Mr. Poppelreiter's Product Development classes designed and built nature-inspired furniture for the Pittsburgh Botanic Garden. The child-sized furniture will be used in the garden's Hermit Hut and at outdoor gathering areas.

 

Garden Education Manager Amanda Joy and Marketing Associate Kevin Fernando got their first look at the furniture on March 31. "It's incredible," Joy said. "It's so much nicer than what I was ever expecting. They all did a great job."

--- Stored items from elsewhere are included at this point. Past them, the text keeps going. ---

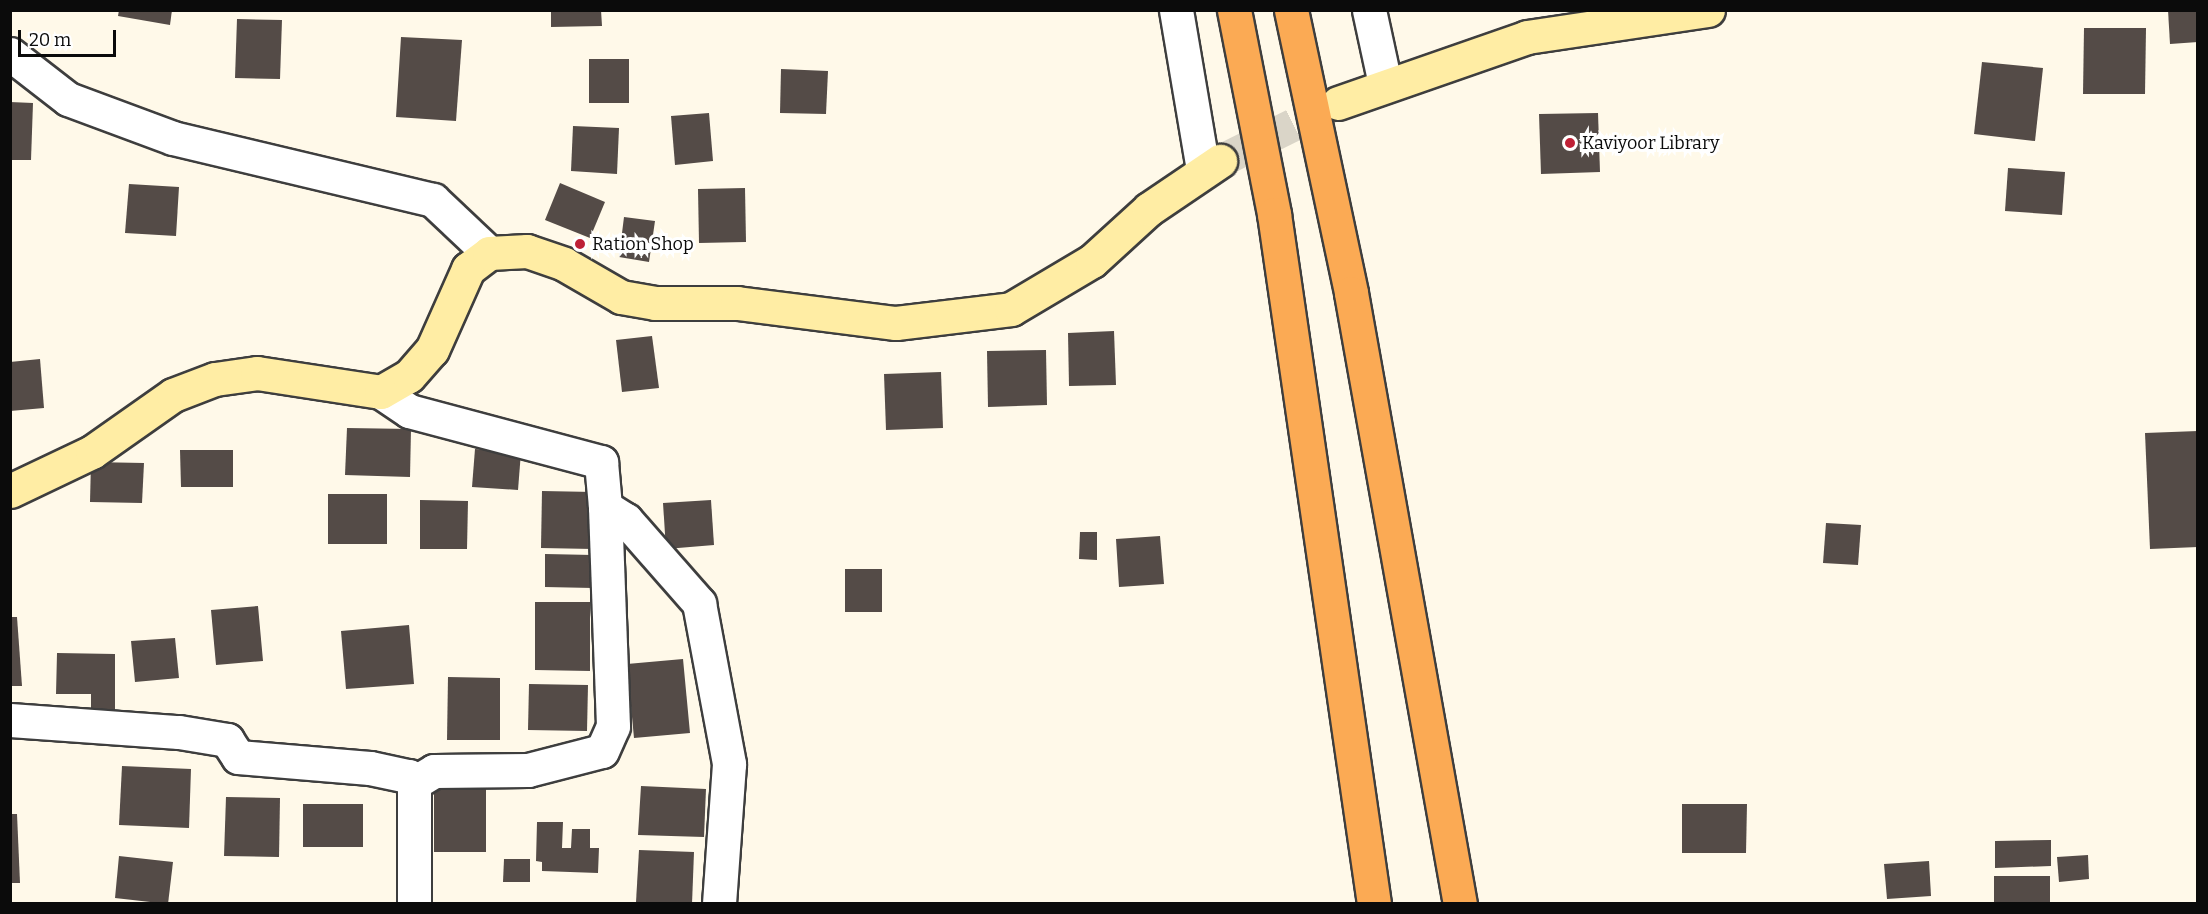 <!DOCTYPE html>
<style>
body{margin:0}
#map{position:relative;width:2208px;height:914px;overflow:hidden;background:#fff9e9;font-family:Bitter,serif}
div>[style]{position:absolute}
.building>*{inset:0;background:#544b47}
.secondary-tunnel>*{height:33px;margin-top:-16.5px;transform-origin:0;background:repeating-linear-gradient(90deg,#dad5c8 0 33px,transparent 0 49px)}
.roads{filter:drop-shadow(2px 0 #3e3e3e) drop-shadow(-2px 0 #3e3e3e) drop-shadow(0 2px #3e3e3e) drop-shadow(0 -2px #3e3e3e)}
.minor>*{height:33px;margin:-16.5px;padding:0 16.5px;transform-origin:16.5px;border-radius:16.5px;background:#fff}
.tertiary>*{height:33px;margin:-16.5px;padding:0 16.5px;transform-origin:16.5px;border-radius:16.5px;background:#fff}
.secondary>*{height:33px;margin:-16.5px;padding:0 16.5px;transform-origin:16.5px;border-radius:16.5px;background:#ffeda4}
.trunk>*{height:33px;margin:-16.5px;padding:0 16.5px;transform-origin:16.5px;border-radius:16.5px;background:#fbaa54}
.dots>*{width:16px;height:16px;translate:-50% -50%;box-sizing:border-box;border:3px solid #fff;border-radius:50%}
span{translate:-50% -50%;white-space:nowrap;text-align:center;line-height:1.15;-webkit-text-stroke:6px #fff;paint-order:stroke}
.poi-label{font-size:18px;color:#0b0b0b}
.left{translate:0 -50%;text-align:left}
.frame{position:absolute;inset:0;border:12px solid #0b0b0b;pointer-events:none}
.scale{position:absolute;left:18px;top:30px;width:98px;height:27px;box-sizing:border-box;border:3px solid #0b0b0b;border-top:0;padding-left:8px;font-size:18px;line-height:21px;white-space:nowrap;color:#0b0b0b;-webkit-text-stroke:4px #fff;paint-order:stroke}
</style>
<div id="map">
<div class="building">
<i style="clip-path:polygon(119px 10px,172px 10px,170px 25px,118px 16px)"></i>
<i style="clip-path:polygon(551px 10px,601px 10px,602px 26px,551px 27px)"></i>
<i style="clip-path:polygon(2168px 10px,2198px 10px,2198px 42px,2170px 44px)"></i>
<i style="clip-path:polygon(237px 19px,282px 20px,280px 79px,235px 78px)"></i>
<i style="clip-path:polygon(2084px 28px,2146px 28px,2145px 94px,2083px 94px)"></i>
<i style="clip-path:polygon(401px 37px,462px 40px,456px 121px,396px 117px)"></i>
<i style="clip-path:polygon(589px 59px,629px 59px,629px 103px,589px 103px)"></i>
<i style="clip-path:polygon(1982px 62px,2043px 68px,2035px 141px,1974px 134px)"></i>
<i style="clip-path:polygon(781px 69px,828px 71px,826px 114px,780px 113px)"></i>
<i style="clip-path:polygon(10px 102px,33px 103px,31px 160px,10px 160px)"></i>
<i style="clip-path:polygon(709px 113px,713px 161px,675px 165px,671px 116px)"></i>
<i style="clip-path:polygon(1598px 113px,1600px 172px,1541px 174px,1539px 114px)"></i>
<i style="clip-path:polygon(573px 126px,619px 128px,617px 174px,571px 171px)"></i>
<i style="clip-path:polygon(2008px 168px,2065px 172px,2062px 215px,2005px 211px)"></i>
<i style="clip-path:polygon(560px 183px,605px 202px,590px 238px,545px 220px)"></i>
<i style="clip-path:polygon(129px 184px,179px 187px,176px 236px,125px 233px)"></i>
<i style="clip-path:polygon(745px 188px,746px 242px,699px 243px,698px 189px)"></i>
<i style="clip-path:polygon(624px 217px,655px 221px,649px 262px,619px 257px)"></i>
<i style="clip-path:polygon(1114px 331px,1116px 385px,1069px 386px,1068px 333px)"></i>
<i style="clip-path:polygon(652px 336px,659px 388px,622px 392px,616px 340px)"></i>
<i style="clip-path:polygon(1046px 350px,1047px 405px,988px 407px,987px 351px)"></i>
<i style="clip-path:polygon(40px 359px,44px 408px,10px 411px,10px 362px)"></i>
<i style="clip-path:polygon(941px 372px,943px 428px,886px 430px,884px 374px)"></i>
<i style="clip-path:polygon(347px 428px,411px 429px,410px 477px,345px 475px)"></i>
<i style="clip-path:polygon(2198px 431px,2198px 547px,2150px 549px,2145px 433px)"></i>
<i style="clip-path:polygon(475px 449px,521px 452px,518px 490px,472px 487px)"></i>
<i style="clip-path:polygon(180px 450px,233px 450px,233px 487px,181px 487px)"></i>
<i style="clip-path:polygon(91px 462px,144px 463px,142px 503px,90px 502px)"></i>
<i style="clip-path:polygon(542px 491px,594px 492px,593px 549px,541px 548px)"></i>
<i style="clip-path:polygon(328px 494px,387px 494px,387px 544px,328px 544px)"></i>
<i style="clip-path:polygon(420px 500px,468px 501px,467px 549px,420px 549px)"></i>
<i style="clip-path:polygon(711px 500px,714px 545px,666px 549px,663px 503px)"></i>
<i style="clip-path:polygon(1826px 523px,1861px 525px,1858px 565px,1823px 563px)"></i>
<i style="clip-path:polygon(1080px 532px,1097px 532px,1097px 560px,1079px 559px)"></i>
<i style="clip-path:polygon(1160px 536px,1164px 584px,1119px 587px,1116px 539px)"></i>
<i style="clip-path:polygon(545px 554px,593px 555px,593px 588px,545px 587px)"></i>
<i style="clip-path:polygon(845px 569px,882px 569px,882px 612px,845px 612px)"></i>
<i style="clip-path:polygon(535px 602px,590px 602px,590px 671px,535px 670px)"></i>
<i style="clip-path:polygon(258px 606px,263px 661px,216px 665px,211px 610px)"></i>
<i style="clip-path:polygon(10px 617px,17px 617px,22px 686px,10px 686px)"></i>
<i style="clip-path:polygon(409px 625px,414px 684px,346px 689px,341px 631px)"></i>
<i style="clip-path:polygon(175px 638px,179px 678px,135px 682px,131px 641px)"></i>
<i style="clip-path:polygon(57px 653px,115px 654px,115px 711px,91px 710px,91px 694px,56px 694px)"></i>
<i style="clip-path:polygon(683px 659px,690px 733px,634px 738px,627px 664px)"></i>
<i style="clip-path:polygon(448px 677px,500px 678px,500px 740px,447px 740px)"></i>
<i style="clip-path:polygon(529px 684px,588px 685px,587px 731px,528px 730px)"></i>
<i style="clip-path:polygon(122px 766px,191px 769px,189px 828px,119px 825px)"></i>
<i style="clip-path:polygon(434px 784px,486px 784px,486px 852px,434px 852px)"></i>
<i style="clip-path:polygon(641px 786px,706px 789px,704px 837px,638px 835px)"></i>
<i style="clip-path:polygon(226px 797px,280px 798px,279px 857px,224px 856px)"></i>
<i style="clip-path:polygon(303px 804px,363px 804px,363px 847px,303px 847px)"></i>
<i style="clip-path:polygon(1682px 804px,1747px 804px,1746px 853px,1682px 853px)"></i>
<i style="clip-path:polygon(10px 814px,17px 814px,20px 883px,10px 883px)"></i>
<i style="clip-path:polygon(537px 822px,563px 822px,562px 848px,571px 848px,572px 829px,590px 829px,590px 848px,599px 848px,598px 873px,542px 871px,542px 862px,536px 861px)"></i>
<i style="clip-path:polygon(2051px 840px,2051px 866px,1995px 868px,1995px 841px)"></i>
<i style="clip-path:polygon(639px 850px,694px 852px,692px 904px,636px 902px)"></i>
<i style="clip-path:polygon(2088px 855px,2089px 879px,2059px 882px,2057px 857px)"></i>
<i style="clip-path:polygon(119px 856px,173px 862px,168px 904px,115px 898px)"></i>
<i style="clip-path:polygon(504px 859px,530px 859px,530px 882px,503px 882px)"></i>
<i style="clip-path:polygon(1929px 861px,1931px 896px,1887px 899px,1884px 864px)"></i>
<i style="clip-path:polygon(1994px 876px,2050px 876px,2050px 904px,1994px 904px)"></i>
</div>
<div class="secondary-tunnel">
<i style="left:1220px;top:161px;width:131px;rotate:-26.4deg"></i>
</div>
<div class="roads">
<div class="minor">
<i style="left:10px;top:54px;width:73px;rotate:37.8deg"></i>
<i style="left:68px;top:99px;width:112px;rotate:20.4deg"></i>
<i style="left:173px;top:138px;width:267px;rotate:13.4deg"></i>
<i style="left:433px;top:200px;width:77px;rotate:43.4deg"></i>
<i style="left:381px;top:392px;width:34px;rotate:34deg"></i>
<i style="left:409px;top:411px;width:199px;rotate:14.9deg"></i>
<i style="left:601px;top:462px;width:45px;rotate:84.9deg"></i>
<i style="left:605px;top:507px;width:25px;rotate:32deg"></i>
<i style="left:626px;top:520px;width:111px;rotate:48.7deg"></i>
<i style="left:699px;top:603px;width:164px;rotate:79.4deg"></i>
<i style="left:729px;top:764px;width:140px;rotate:94.1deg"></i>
<i style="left:10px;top:720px;width:169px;rotate:4.1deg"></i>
<i style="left:179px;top:732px;width:49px;rotate:9.5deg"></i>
<i style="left:227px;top:740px;width:20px;rotate:57deg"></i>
<i style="left:238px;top:757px;width:132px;rotate:4.8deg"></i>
<i style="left:370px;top:768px;width:40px;rotate:12deg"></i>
<i style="left:409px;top:776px;width:9px;rotate:54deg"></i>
<i style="left:414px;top:783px;width:121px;rotate:90deg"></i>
<i style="left:414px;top:783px;width:23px;rotate:-31deg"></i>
<i style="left:434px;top:771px;width:94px;rotate:-0.6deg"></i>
<i style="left:528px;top:770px;width:76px;rotate:-14.4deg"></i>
<i style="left:602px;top:751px;width:27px;rotate:-66deg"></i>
<i style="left:613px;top:726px;width:219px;rotate:-92.1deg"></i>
</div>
<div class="tertiary">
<i style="left:1176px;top:10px;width:162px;rotate:80.4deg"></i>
<i style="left:1369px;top:10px;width:76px;rotate:77.8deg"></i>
</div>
<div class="secondary">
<i style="left:1338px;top:103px;width:200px;rotate:-19.2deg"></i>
<i style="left:1527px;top:37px;width:183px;rotate:-8.5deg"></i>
<i style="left:10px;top:491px;width:91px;rotate:-25.4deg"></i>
<i style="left:92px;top:452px;width:99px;rotate:-35.1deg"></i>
<i style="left:173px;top:395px;width:45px;rotate:-20.9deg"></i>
<i style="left:215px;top:379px;width:42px;rotate:-8.1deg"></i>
<i style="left:257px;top:373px;width:125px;rotate:8.7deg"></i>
<i style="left:381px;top:392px;width:32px;rotate:-30deg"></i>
<i style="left:409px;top:376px;width:35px;rotate:-49deg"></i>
<i style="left:432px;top:350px;width:89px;rotate:-66deg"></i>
<i style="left:468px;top:269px;width:26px;rotate:-37deg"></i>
<i style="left:489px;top:253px;width:38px;rotate:-3deg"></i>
<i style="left:527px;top:251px;width:39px;rotate:19deg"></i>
<i style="left:564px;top:264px;width:66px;rotate:30.1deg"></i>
<i style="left:621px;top:297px;width:35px;rotate:10deg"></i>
<i style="left:655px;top:303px;width:82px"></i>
<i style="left:737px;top:303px;width:160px;rotate:7.2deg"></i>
<i style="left:896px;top:323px;width:116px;rotate:-6.9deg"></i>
<i style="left:1011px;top:309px;width:94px;rotate:-30.7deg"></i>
<i style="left:1092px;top:261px;width:77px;rotate:-42.4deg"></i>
<i style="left:1149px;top:209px;width:86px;rotate:-34.1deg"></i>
</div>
<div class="trunk">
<i style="left:1234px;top:10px;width:208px;rotate:78.9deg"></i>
<i style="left:1274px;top:214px;width:697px;rotate:81.75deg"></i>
<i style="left:1291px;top:10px;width:289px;rotate:78deg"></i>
<i style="left:1351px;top:293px;width:621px;rotate:79.89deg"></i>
</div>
</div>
<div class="dots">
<i style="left:1570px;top:143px;background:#be2035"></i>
<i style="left:580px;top:244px;background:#be2035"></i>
</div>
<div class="poi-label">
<span class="left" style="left:1582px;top:143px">Kaviyoor Library</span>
<span class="left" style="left:592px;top:244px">Ration Shop</span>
</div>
<div class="frame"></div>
<div class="scale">20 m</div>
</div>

Pittsburgh Botanic Garden provided all of the materials for the projects while students provided their creativity, design and building skills. The students got started by brainstorming ideas for children's furniture and play things and how they could incorporate nature into the design. "We all drew our own designs focusing on biomimicry," Tanner Sullivan said. Then we voted on all the drawings and used the top four. Once the drawings were chosen Mr. P. set up groups for the build. From there we had to think about what material we would use for the piece and how to go forward with the construction."

 

Original CAD drawings were used to program the CNC router for cutting specific designs such as the leaf seats on the tree table. Acorns were laser-etched into the backs of Adirondack chairs and a torch was used to enhance grain on a natural wood bench and to incorporate a butterfly design on a picnic table. Other tools included a jigsaw, table saw, miter saw and orbital and belt sanders. Paints, specialty brushes, and clear coat finishes were selected and used to enhance the biomimicry of the furniture and ensure a lasting finish. 

 

When students found a weakness in their design they had to adapt on the fly. "Our initial design had pipes coming out of the trunk to simulate branches," Katie Linner said of the tree table. "But for stability purposes it was changed to build the frame underneath and have the seats extend out and up from the base."  

 

"Initially we wanted to do a butterfly cutout for the table top, but we found that it would take too much time and the table wouldn't have been as strong," Mitch Hess said of his group's picnic table. "So we decided to use a torch to burn the butterfly design on the table top and then clear coat it to preserve the finish. I never tried anything like that before. Mr. P. suggested that we try it and showed us what we should do. We also modified the angle of the legs to promote stability. Since the table was kid-sized we increased the angle to make it more stable. It was fun and we're really satisfied with how it turned out."

 

John Sexauer said his group also had to rethink their original table design. "Originally, our idea was for a honeycomb design based on bees nests so we went with the hexagonal shape. Our original design gave us some problems so we decided to keep the hexagonal designs but do something different, stacking the hex boxes and making some chairs. We used the same design for the table base then used some decking to tie three other hex boxes together for the top. We wove rope through the boxes to create seats because we knew the table would be outside and we wanted to minimize the potential for rot. Plus the rope is light weight, which helps when they want to move it around and it's strong enough to support both the kids and adults. I enjoyed the whole process. We had to work as a team to figure things out through the whole process and it was a great hands-on activity. The creativity part was enjoyable, too."

 

"It made me feel good that they liked it" Mitch hart said. That was the whole point, so it was satisfying. Plus knowing that what we built was going to be used by the garden to educate and spur the interest of children gave the job a sense of purpose for us."

 

"It is great to have support from one of our neighboring school districts here at Pittsburgh Botanic Garden," Executive Director Keith Kaiser said.  "The furniture adds dimension for the little people to feel connected to spaces created just for them."

 

Students taking part in the furniture construction included: Noah Winger, Sal BiBacco, Cole Gojsovich, James Goscinski, Josh Windsheimer, Nik Krieg, Ahmed Albugami, Cayden Jenner, Alex Bagnull, Logan Haley, Mitch Hess, Katie Lenner, Kody Gibson, Tanner Sullivan, Mitch Hart, John Sexauer, Will Zang, and Jake Walko.